About this task
All records below are to be set down precisely as written, excluding pictures.

Data to process
·····
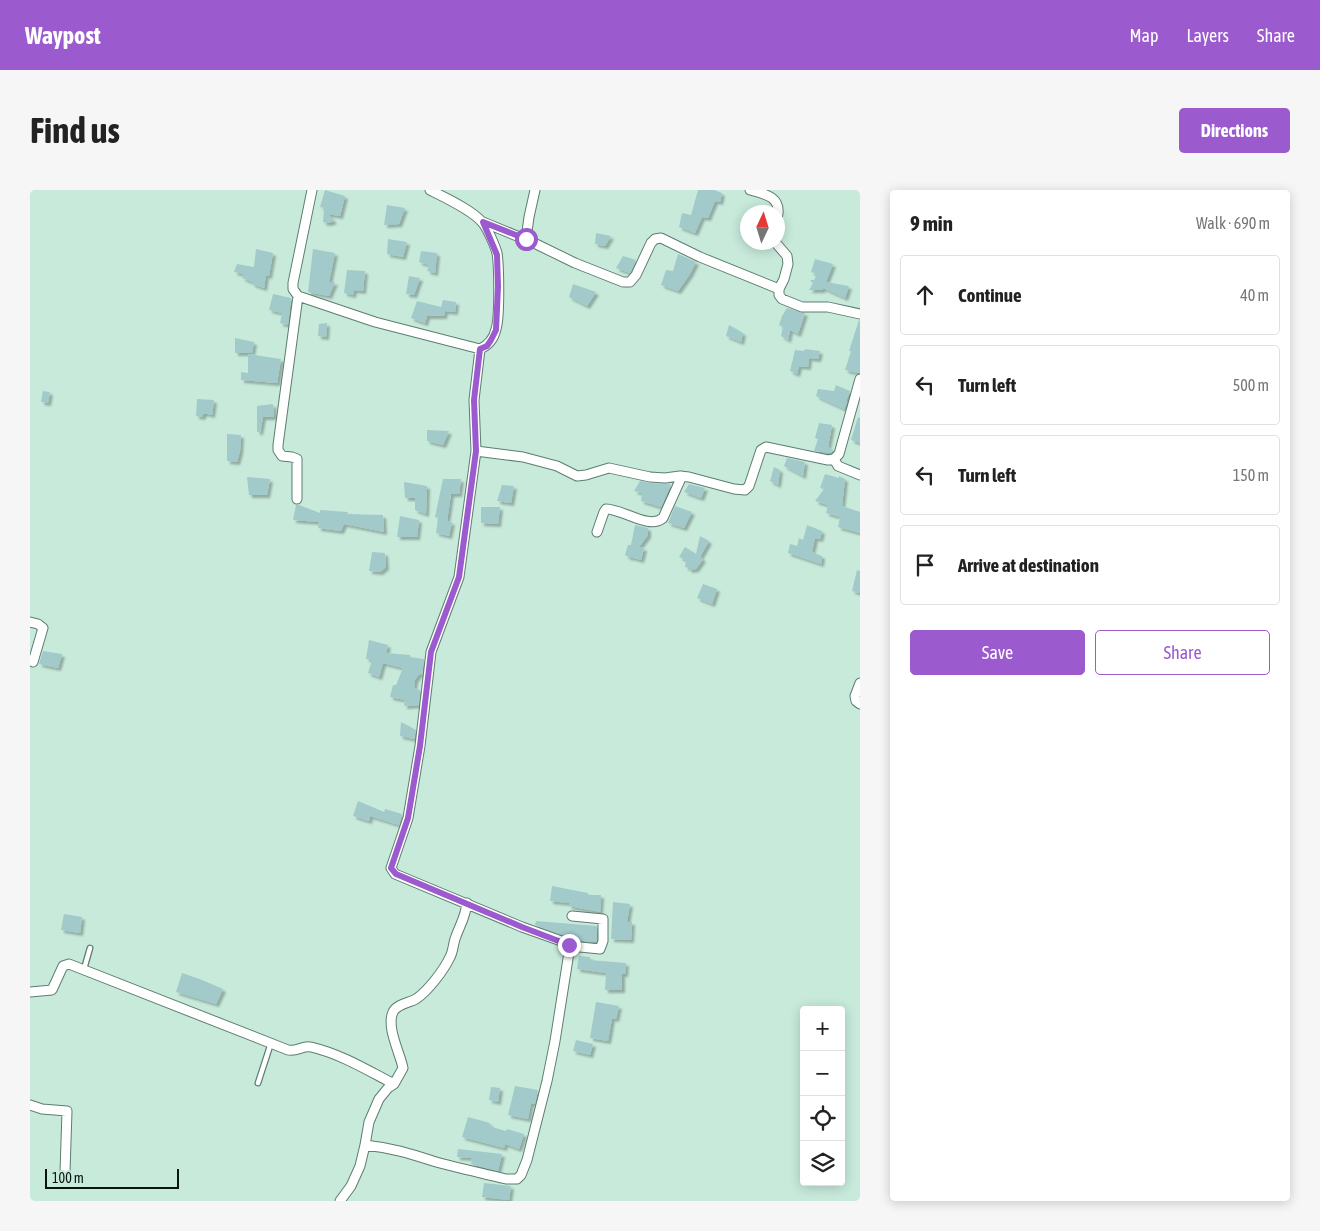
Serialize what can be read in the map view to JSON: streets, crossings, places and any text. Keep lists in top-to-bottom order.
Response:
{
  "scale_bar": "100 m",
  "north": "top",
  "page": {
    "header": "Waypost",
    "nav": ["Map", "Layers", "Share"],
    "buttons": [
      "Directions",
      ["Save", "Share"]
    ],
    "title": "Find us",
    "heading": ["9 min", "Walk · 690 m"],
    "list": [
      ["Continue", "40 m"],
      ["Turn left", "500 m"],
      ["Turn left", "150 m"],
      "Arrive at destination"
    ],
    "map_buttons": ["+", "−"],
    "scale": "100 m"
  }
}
·····
Solution for this exercise
Serialize what can be read in the map view to JSON: streets, crossings, places and any text. Keep lists in top-to-bottom order.
Response:
{
  "scale_bar": "100 m",
  "north": "top",
  "page": {
    "header": "Waypost",
    "nav": ["Map", "Layers", "Share"],
    "buttons": [
      "Directions",
      ["Save", "Share"]
    ],
    "title": "Find us",
    "heading": ["9 min", "Walk · 690 m"],
    "list": [
      ["Continue", "40 m"],
      ["Turn left", "500 m"],
      ["Turn left", "150 m"],
      "Arrive at destination"
    ],
    "map_buttons": ["+", "−"],
    "scale": "100 m"
  }
}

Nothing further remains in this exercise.